So the background....

My network is as slow as pond water and MRTG shows a HUGE spike in outbound traffic.
Debugging ip packet detail on the routers doesn't show anything unusual, and my ACL's are not taking massive hits (like they did when Welchia went wild) so I span the port on my switch that connects to my router and hook up my laptop to it to do an ethereal capture.
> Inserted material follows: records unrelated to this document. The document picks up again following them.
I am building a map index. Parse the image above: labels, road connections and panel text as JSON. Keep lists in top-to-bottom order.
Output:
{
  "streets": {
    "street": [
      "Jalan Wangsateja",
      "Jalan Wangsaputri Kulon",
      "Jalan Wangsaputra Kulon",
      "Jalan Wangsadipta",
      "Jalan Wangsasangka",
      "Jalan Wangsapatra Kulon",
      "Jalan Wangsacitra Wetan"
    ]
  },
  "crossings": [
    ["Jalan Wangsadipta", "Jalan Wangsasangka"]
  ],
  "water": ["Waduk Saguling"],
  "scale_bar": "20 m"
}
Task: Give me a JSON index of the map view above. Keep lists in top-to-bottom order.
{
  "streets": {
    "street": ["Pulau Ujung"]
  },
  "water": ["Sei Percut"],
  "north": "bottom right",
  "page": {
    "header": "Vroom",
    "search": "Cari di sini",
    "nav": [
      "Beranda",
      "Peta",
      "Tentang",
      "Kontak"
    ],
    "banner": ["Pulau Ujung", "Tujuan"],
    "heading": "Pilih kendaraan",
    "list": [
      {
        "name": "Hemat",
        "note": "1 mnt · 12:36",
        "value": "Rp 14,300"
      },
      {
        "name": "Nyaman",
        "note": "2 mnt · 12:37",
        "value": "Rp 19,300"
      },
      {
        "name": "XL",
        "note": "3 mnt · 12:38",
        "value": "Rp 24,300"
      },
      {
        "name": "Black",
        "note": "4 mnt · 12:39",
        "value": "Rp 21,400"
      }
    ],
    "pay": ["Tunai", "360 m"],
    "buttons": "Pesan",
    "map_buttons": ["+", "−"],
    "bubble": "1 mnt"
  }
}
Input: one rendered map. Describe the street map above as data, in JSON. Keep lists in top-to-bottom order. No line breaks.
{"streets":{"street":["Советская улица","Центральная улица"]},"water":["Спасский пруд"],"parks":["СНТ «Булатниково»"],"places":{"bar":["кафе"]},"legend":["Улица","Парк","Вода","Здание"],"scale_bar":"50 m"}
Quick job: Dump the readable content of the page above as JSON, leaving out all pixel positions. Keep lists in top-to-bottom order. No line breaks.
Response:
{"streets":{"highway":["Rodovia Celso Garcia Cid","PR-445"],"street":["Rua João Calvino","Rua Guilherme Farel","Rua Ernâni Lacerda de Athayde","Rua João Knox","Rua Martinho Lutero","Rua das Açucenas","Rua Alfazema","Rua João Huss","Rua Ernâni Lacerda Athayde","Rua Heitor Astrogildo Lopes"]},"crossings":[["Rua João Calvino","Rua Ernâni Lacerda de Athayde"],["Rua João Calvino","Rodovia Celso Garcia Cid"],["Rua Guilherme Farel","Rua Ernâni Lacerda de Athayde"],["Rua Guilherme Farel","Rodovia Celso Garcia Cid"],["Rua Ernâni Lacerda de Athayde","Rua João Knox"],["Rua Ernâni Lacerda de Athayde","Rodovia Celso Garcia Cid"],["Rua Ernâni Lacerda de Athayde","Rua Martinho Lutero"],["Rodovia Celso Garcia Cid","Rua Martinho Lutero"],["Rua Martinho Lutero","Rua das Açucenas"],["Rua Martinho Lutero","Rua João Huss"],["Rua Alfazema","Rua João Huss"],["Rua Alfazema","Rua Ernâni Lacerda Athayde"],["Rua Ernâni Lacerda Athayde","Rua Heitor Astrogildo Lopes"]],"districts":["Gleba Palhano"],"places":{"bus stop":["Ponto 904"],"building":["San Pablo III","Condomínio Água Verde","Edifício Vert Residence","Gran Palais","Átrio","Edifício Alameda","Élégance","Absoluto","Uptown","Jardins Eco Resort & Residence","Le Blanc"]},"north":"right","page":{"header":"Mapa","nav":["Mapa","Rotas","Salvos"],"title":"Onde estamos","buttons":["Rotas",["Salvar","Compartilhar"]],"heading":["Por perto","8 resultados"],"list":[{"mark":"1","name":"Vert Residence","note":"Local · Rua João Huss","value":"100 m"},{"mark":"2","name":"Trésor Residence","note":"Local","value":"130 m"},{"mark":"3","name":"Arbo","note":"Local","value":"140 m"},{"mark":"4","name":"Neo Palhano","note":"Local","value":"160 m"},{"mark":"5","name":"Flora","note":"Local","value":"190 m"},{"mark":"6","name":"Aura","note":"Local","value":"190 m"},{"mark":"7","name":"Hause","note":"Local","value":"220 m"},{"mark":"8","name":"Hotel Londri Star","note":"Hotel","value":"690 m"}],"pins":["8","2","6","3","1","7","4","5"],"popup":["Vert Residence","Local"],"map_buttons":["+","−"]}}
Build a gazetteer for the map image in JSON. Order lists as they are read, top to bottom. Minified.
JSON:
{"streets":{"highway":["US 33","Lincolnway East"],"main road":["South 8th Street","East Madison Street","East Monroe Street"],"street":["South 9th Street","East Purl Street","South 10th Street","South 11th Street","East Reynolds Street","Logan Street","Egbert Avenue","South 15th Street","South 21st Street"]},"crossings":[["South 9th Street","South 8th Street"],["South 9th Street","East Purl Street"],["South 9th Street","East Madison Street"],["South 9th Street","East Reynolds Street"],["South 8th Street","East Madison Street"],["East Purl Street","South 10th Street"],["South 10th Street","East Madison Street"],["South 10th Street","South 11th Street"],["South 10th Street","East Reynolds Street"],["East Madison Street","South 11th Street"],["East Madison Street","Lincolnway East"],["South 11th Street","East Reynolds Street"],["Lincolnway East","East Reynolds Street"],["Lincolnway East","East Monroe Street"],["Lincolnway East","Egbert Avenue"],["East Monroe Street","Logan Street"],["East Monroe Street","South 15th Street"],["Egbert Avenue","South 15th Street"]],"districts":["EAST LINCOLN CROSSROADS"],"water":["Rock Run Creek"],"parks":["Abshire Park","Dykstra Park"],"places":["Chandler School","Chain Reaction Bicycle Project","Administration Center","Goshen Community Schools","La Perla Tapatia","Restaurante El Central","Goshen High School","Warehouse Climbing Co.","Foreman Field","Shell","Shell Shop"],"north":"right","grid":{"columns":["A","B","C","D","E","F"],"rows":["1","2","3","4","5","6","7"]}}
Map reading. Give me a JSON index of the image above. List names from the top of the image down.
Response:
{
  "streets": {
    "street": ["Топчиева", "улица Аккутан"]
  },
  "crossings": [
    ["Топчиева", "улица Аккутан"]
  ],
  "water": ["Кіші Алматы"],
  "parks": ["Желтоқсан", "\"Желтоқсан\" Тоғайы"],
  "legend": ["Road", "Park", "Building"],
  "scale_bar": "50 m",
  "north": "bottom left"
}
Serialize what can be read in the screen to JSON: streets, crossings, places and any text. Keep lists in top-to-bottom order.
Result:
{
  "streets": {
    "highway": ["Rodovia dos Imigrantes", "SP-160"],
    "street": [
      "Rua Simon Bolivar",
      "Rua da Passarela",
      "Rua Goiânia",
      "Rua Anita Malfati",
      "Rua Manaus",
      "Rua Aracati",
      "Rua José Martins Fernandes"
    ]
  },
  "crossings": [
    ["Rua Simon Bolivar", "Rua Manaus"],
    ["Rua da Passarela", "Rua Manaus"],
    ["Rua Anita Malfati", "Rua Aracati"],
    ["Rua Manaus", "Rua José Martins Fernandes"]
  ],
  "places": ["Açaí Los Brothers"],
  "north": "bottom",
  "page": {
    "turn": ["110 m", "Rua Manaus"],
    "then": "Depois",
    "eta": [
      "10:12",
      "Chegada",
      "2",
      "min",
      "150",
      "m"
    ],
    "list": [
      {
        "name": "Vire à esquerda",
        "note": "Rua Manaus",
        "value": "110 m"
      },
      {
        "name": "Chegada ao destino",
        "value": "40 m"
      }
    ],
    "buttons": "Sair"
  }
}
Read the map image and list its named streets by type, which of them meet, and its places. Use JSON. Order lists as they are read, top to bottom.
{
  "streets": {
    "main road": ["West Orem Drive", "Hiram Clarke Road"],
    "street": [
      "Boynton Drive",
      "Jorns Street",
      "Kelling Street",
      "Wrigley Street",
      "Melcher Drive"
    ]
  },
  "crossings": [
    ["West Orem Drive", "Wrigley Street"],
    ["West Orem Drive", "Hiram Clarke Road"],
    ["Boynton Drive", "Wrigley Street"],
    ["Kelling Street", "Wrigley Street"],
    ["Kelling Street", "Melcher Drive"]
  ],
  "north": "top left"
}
My poor router is taking about 10000 packets per second from my LAN. When I sort the traffic I see that I have what appears to be dozens of addresses sourced from outside my network SYN flooding two sites. Fortunately, all the SYNs are coming from the 4000 range, so I quickly write an ACL blocking tcp 4000 - 4999. By monitoring the ACL's, and with some help from my interns unplugging patch cords one at a time while I watch the ACL we isolate it to three machines that are sending all this traffic. Those machines are currently unplugged from the network.

So it appears to me that I have some sort of infection that is creating embryonic tcp connections to two pre-determined sites. It also appears that this infection is spoofing it's source address, and changing that source several times per second. All three machines have the most recent Symantec DAT files on them, and all three turned up clean in a virus scan performed this morning. Now it's time to really start digging. It is my hope that someone here might be able to point me in the right direction to find what is causing this.